[[ MATERIAL FOR THE TASK, beginning ]]

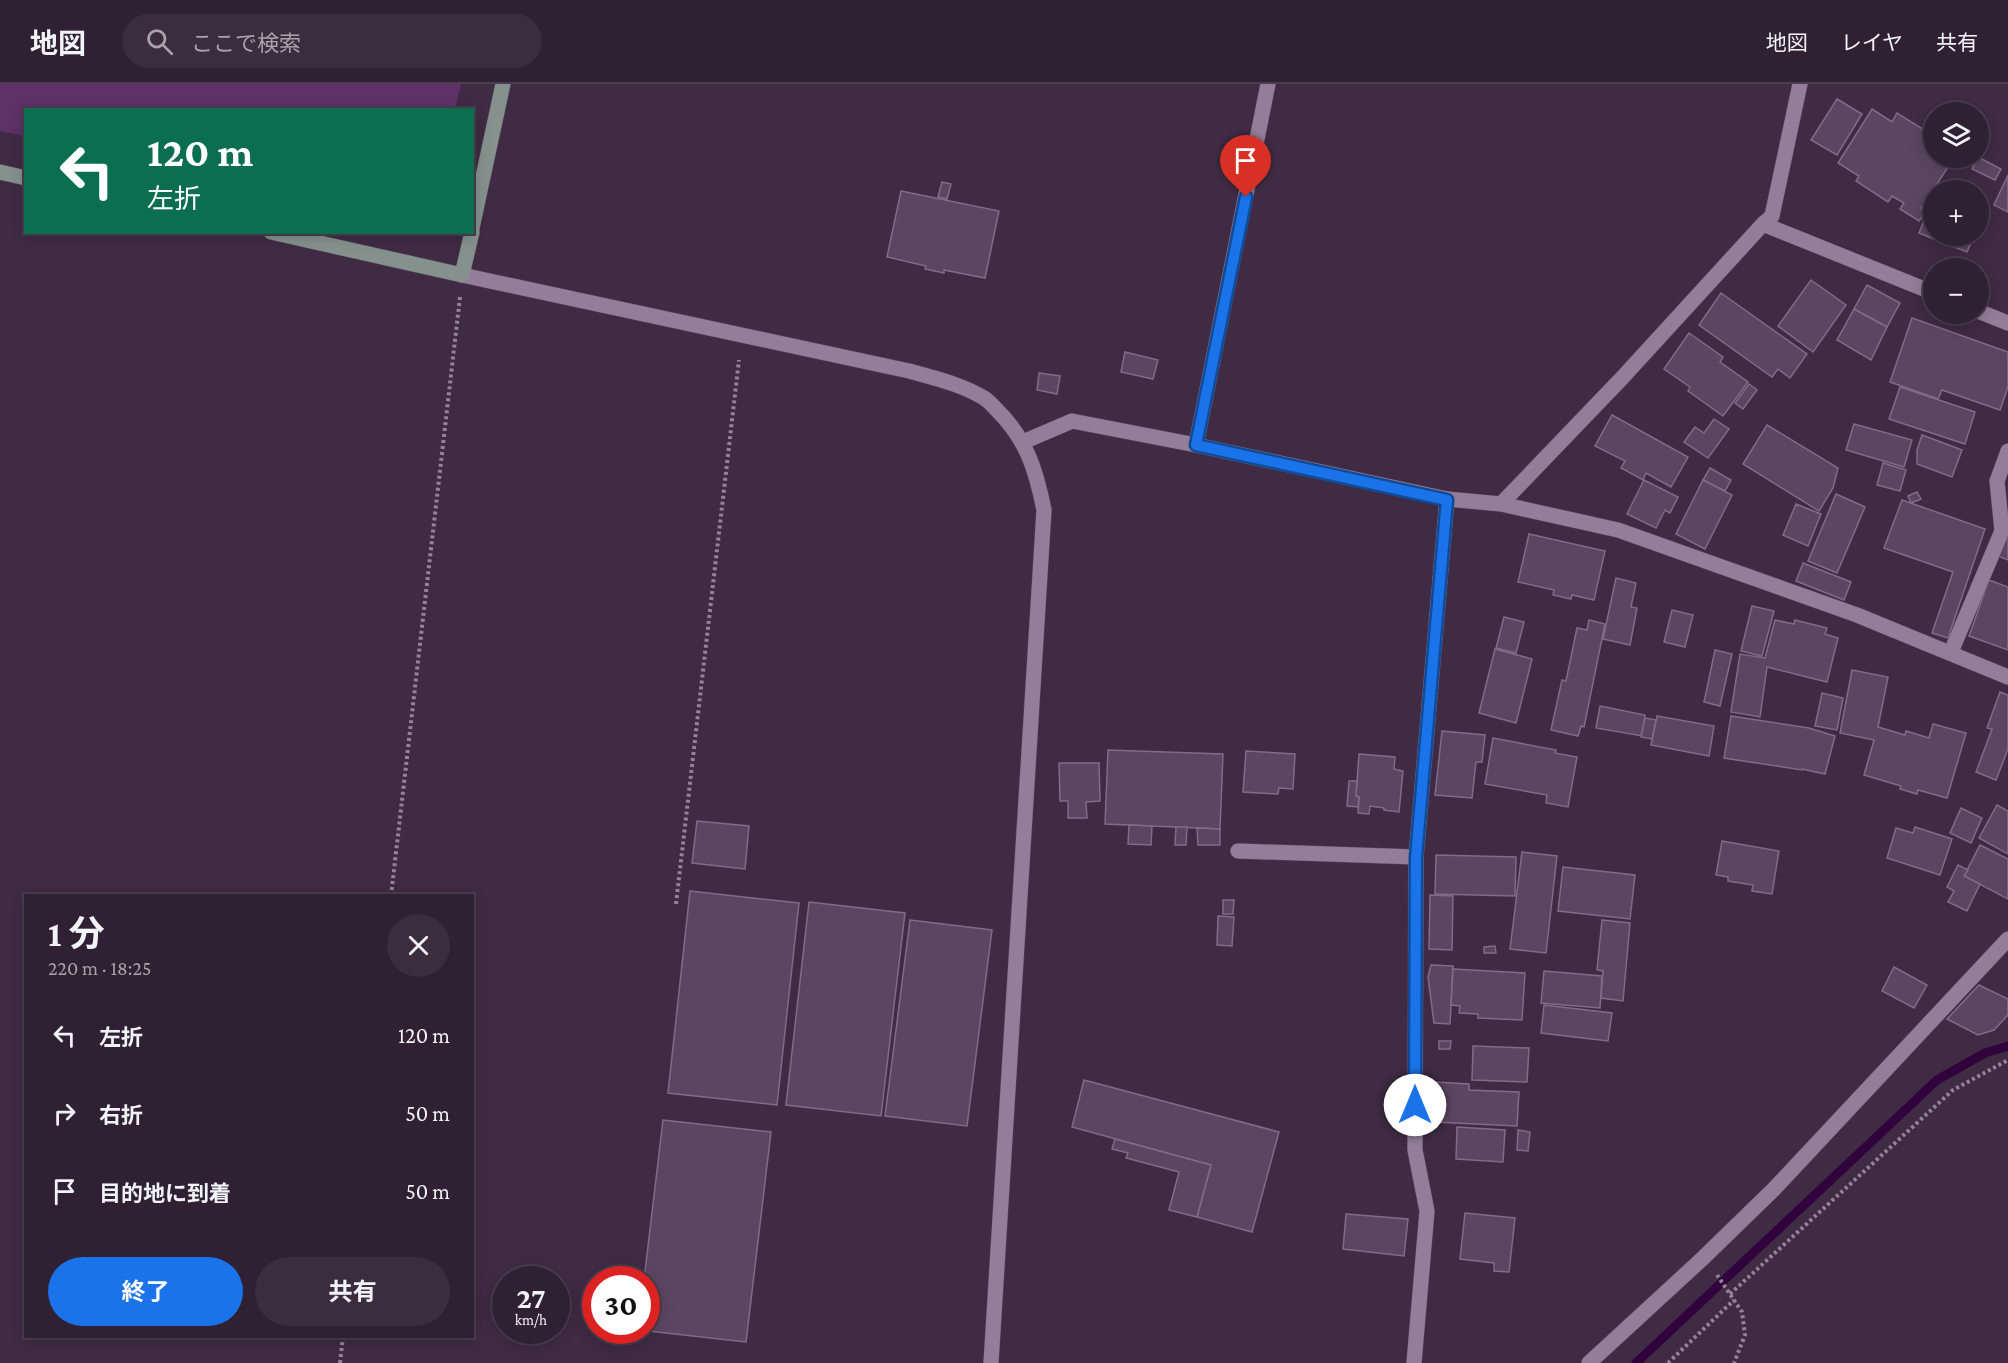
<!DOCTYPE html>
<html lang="ja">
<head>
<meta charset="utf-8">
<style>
  body { margin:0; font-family:"Crimson Pro","Noto Sans JP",serif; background:#3b2d3f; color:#f1f3f6; height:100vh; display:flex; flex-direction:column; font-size:22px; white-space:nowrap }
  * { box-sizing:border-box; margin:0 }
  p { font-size:20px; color:#a7a3ac }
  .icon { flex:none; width:33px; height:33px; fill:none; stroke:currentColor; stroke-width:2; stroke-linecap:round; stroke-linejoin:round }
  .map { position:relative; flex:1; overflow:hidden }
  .details { position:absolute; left:24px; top:810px; width:450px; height:444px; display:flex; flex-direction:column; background:#2f2033; border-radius:0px; box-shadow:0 3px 15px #0003,0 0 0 2px #4a3e4e }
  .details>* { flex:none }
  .top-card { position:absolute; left:24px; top:24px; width:450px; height:126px; border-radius:0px; box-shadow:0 3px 15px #0003,0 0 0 2px #4a3e4e; background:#0b6e4f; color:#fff; overflow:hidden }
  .buttons { position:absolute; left:1923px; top:18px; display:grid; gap:12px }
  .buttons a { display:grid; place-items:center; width:66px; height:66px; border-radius:50%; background:#2f2033; box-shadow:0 3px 15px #0003,0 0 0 2px #4a3e4e; font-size:30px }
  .speed { position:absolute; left:492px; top:1182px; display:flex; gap:12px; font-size:30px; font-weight:700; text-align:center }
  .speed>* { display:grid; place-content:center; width:78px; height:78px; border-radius:50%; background:#2f2033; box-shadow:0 3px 15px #0003,0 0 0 2px #4a3e4e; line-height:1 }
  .speed small { font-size:15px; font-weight:400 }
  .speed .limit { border:9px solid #d22; background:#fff; color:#111 }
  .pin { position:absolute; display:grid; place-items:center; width:51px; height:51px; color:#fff; margin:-62px -26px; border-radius:50% 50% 50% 0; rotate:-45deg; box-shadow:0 0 6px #0007 }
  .pin .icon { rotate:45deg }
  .me { position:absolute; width:66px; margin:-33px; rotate:0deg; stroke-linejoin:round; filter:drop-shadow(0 0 4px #0008) }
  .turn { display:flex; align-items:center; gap:21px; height:126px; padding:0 24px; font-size:27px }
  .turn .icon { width:78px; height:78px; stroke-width:2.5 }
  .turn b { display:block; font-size:42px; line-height:51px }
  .round { display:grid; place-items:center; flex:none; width:63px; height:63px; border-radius:32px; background:#3b2d3f }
  .overview { display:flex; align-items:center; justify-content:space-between; height:102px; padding:0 24px }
  h1 { font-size:36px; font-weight:700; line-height:45px }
  .primary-button { display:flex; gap:12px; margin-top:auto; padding:12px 24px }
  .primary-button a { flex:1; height:69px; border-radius:36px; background:#1a73e8; color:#fff; font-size:24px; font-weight:700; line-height:69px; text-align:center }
  .primary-button a+a { background:#3b2d3f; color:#f1f3f6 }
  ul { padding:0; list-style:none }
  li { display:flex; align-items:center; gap:18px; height:78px; padding:0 24px }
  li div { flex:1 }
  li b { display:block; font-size:22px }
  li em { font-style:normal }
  header { display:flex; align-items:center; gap:36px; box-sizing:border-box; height:84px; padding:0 30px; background:#2f2033; border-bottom:2px solid #4a3e4e }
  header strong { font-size:28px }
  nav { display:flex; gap:33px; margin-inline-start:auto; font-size:21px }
  .search { width:420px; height:54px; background:#3b2d3f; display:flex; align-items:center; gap:15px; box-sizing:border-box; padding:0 21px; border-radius:33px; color:#a7a3ac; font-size:22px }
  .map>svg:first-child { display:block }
  .green { fill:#5e3169 }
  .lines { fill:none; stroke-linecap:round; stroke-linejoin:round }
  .stream { stroke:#31033c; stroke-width:9 }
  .building { fill:#5b4661; stroke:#816b87; stroke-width:1.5 }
  .lane-casing { stroke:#59485d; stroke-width:16 }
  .street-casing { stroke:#59485d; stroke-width:16 }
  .secondary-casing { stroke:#59485d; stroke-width:16 }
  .path { stroke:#948498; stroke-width:4; stroke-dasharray:3 3; stroke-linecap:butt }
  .lane { stroke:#937d99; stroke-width:15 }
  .street { stroke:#937d99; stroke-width:15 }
  .secondary { stroke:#85918d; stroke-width:15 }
  .route-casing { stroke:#114b97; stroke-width:15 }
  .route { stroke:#1a73e8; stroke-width:10 }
</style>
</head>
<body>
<header>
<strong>地図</strong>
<div class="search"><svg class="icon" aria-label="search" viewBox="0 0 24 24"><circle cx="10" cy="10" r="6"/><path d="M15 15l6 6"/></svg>ここで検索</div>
<nav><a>地図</a><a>レイヤ</a><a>共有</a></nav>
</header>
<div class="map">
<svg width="2008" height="1279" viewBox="0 0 2008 1279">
  <rect width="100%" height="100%" fill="#3f2b44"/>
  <path class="green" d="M0 0H461L455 25 26 26 25 52 0 47Z"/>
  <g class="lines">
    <path class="stream" d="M1636 1279 1937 996 1985 969 2008 962"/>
  </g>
  <g class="building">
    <path d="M1837 15 1862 30 1837 71 1811 56Z"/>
    <path d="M1872 25 1892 38 1897 29 1934 52V74H1954L1921 124 1926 127 1919 137 1900 125 1904 119 1892 112 1888 118 1856 97 1859 92 1838 79Z"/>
    <path d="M1978 73 2001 85 1995 96 1972 85Z"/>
    <path d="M2008 91V128L1994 121Z"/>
    <path d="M942 98 951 100 947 115 938 113Z"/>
    <path d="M901 107 999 127 985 194 944 186V189L925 185 926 182 887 173Z"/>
    <path d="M1931 119 1934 120V152H1974L1967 168 1919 149Z"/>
    <path d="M1811 196 1846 221 1813 268 1778 242Z"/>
    <path d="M1867 201 1900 219 1887 243 1854 225Z"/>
    <path d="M1721 209 1807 270 1790 294 1778 285 1772 293 1699 241Z"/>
    <path d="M1854 225 1887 243 1871 276 1837 256Z"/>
    <path d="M1912 234 2008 268V303L2000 326 1942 306 1938 315 1890 298Z"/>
    <path d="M1689 249 1723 273 1720 278 1748 298 1723 332 1688 307 1690 303 1664 285Z"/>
    <path d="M1125 268 1158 276 1153 295 1121 288Z"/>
    <path d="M1039 289 1060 292 1057 310 1037 306Z"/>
    <path d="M1749 300 1757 306 1743 325 1735 319Z"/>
    <path d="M1900 303 1975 328 1965 360 1889 335Z"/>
    <path d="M1612 331 1688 373 1671 403 1646 389 1643 396 1621 384 1625 377 1595 362Z"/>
    <path d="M1714 335 1729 345 1708 374 1684 358 1695 343 1704 349Z"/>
    <path d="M1854 340 1912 356 1904 383 1846 366Z"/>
    <path d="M1767 341 1838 384 1833 404 1819 427 1743 380Z"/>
    <path d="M1922 351 1962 366 1952 393 1917 380V366Z"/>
    <path d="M1883 379 1906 386 1900 407 1877 401Z"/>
    <path d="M1710 384 1731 396 1725 407 1703 396Z"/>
    <path d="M1644 396 1678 413 1670 429 1665 426 1656 444 1627 430Z"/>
    <path d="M1703 396 1732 411 1705 465 1676 450Z"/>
    <path d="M1917 408 1921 415 1911 419 1908 412Z"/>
    <path d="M1836 410 1865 423 1837 489 1808 477Z"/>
    <path d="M1902 416 1985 445 1948 554 1932 549 1953 488 1884 464Z"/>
    <path d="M1796 420 1821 430 1808 462 1783 451Z"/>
    <path d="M2008 446V476L1998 472Z"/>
    <path d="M1529 450 1605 467 1594 516 1572 511 1571 515 1553 511 1554 506 1518 498Z"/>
    <path d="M1803 479 1851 498 1844 516 1796 497Z"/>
    <path d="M1616 494 1636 499 1631 523 1637 524 1630 561 1603 555Z"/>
    <path d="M1989 496 2008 503V566L1969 552Z"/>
    <path d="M1752 522 1774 527 1762 572 1741 567Z"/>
    <path d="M1672 526 1693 531 1685 563 1664 558Z"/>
    <path d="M1504 533 1524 538 1516 569 1496 564Z"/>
    <path d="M1589 536 1605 540 1584 643 1581 642 1578 652 1551 646 1562 596 1566 597 1577 544 1587 546Z"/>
    <path d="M1775 536 1794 540 1795 536 1827 544 1825 550 1838 554 1827 598 1767 583 1760 633 1731 628 1740 570 1765 574Z"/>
    <path d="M1495 565 1532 575 1516 639 1479 629Z"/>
    <path d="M1715 566 1732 570 1720 622 1704 618Z"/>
    <path d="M1852 586 1888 593 1878 643 1905 651 1906 647 1929 654 1933 640 1966 649 1947 714 1918 706 1917 710 1900 705 1901 702 1864 691 1874 656 1840 649Z"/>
    <path d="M2000 608 2008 611V665L1996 696 1976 688 1992 645 1987 644Z"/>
    <path d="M1822 609 1843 614 1837 646 1815 642Z"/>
    <path d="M1600 622 1645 631 1642 652 1596 644Z"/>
    <path d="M1657 632 1714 642 1709 672 1651 661Z"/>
    <path d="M1731 632 1809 644 1835 652 1825 690 1802 685V686L1724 674Z"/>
    <path d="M1645 634 1656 636 1652 655 1641 653Z"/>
    <path d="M1442 647 1485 651 1482 678H1476L1472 714 1435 711Z"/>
    <path d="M1493 654 1556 666 1555 669 1577 673 1568 723 1546 719 1547 711 1485 700Z"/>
    <path d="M1108 666 1223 670 1220 745 1105 740Z"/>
    <path d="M1246 667 1295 670 1293 705 1279 704 1278 710 1243 708Z"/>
    <path d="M1359 670 1395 673 1394 685 1403 687 1399 728 1384 726V724L1370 722 1369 730 1358 729 1359 713 1356 712Z"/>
    <path d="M1059 679H1099L1100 717 1086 718 1087 734H1068V717H1060Z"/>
    <path d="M1349 697H1357L1356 712 1359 713 1358 723 1347 722Z"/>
    <path d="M1997 721 2008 727V770L1979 754Z"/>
    <path d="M1961 724 1982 734 1971 759 1950 749Z"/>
    <path d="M697 737 749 742 745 785 692 779Z"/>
    <path d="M1129 741 1152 742 1151 761 1128 760Z"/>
    <path d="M1176 743H1187L1186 761H1175Z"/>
    <path d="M1915 743 1952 755 1940 791 1887 774 1896 744 1913 749Z"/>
    <path d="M1197 744 1220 745V761H1198Z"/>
    <path d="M1722 757 1779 767 1772 810 1752 807 1753 801 1728 797V793L1716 791Z"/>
    <path d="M1980 761 2008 775V815L1964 792Z"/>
    <path d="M1522 768 1557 772 1546 869 1510 865Z"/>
    <path d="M1436 771 1516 773 1515 812 1435 810Z"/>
    <path d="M1958 781 1968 786 1964 792 1980 800 1967 827 1948 818 1954 807 1947 803Z"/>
    <path d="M1563 783 1635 791 1630 835 1558 827Z"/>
    <path d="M690 807 799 819 777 1021 668 1009Z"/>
    <path d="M1430 811 1453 812 1452 866 1429 865Z"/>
    <path d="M1223 816H1234L1233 830H1223Z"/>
    <path d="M809 818 905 829 881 1032 786 1021Z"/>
    <path d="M1218 832 1234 833 1232 862 1217 861Z"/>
    <path d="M910 836 992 846 967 1042 885 1032Z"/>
    <path d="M1602 836 1630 839 1623 917 1601 914 1603 887 1597 886Z"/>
    <path d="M1495 862 1496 869H1484V863Z"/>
    <path d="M1431 881 1453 882 1450 940 1434 939 1428 893Z"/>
    <path d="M1894 883 1927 901 1914 924 1882 907Z"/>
    <path d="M1453 885 1525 889 1522 936 1478 934V930L1459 929 1460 922 1451 921Z"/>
    <path d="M1544 887 1602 892 1600 924 1541 919Z"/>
    <path d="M1979 901 2008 915V931L1994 946 1978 951 1947 935Z"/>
    <path d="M1544 921 1612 929 1608 957 1541 949Z"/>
    <path d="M1439 957H1451L1450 965H1439Z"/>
    <path d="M1473 962 1529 964 1527 998 1472 996Z"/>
    <path d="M1084 996 1279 1048 1252 1148 1197 1133 1211 1081 1072 1043Z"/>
    <path d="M1435 998 1469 1000V1006L1519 1008 1517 1042 1433 1038Z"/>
    <path d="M663 1036 771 1048 746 1258 639 1246H646V1196H644Z"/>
    <path d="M1457 1043 1505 1046 1503 1078 1456 1075Z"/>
    <path d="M1518 1046 1530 1048 1528 1067 1517 1066Z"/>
    <path d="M1115 1055 1211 1081 1197 1133 1169 1126 1179 1088 1126 1074 1128 1069 1112 1065Z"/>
    <path d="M1465 1129 1515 1134 1509 1188 1494 1187V1179L1460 1175Z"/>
    <path d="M1346 1130 1408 1135 1404 1172 1343 1165Z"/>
  </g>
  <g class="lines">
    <defs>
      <path id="lane" d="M1951 568 2002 447 1997 397 2008 367"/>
      <g id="street">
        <path d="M1763 140 1934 209"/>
        <path d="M462 191 909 287C934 294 961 300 984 314 989 317 993 322 997 326 1027 356 1036 386 1044 426L991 1279"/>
        <path d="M1978 227 2008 239"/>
        <path d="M1023 358 1072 337 1196 361 1447 415 1501 420 1618 446 1857 531 2008 593"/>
        <path d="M1196 361 1268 0"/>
        <path d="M1501 420 1622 294 1763 140 1772 132 1800 0"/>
        <path d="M1238 767 1416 773"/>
        <path d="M1414 1279 1427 1127 1415 1066 1416 773 1447 415"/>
        <path d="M1589 1279 1702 1175 1774 1105 2008 855"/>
      </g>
      <g id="secondary">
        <path d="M0 88 26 94"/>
        <path d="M472 144 503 0"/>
        <path d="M271 148 462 191 472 148"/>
      </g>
    </defs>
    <use href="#lane" class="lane-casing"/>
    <use href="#street" class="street-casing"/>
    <use href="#secondary" class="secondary-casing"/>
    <g class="path">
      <path d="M391 812 460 213"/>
      <path d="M676 820 739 276"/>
      <path d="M1717 1191 1742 1228 1745 1251 1734 1279"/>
      <path d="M1730 1210 1953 1006 2008 976"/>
      <path d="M340 1279 343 1252"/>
      <path d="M1668 1279 1734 1216"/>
    </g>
    <use href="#lane" class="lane"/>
    <use href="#street" class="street"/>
    <use href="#secondary" class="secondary"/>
  </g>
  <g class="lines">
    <defs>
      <path id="route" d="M1246 113 1196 361 1447 416 1416 773 1415 1021"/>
    </defs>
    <use href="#route" class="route-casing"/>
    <use href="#route" class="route"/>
  </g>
</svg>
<div class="buttons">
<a><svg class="icon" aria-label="layers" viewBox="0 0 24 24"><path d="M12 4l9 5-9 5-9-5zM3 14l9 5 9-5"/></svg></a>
<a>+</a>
<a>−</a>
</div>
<div class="speed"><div>27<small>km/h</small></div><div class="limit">30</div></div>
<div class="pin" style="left:1246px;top:113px;background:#d93025"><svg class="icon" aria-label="arrive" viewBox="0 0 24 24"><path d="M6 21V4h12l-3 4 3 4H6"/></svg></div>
<svg class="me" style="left:1415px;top:1021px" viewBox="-20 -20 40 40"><circle r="19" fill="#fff"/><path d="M0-13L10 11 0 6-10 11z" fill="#1a73e8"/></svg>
<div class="top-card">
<div class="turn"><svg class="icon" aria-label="left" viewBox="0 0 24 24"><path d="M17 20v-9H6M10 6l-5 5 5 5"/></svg><div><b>120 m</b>左折</div></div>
</div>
<section class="details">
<div class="overview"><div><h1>1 分</h1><p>220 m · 18:25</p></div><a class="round"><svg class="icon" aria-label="close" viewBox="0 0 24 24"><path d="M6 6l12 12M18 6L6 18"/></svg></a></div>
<ul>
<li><svg class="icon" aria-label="left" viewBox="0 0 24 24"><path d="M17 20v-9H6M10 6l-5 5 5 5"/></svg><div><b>左折</b></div><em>120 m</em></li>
<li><svg class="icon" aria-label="right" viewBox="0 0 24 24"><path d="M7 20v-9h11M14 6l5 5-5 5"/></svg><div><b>右折</b></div><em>50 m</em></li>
<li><svg class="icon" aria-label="arrive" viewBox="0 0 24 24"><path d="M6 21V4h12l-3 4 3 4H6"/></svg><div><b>目的地に到着</b></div><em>50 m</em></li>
</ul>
<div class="primary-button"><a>終了</a><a>共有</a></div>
</section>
</div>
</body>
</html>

[[ MATERIAL FOR THE TASK, end ]]

Retyping should start at the first line of the data above and stop after the line with "position:relative; flex:1; overflow:hidden", and no picture should be included.

<!DOCTYPE html>
<html lang="ja">
<head>
<meta charset="utf-8">
<style>
  body { margin:0; font-family:"Crimson Pro","Noto Sans JP",serif; background:#3b2d3f; color:#f1f3f6; height:100vh; display:flex; flex-direction:column; font-size:22px; white-space:nowrap }
  * { box-sizing:border-box; margin:0 }
  p { font-size:20px; color:#a7a3ac }
  .icon { flex:none; width:33px; height:33px; fill:none; stroke:currentColor; stroke-width:2; stroke-linecap:round; stroke-linejoin:round }
  .map { position:relative; flex:1; overflow:hidden }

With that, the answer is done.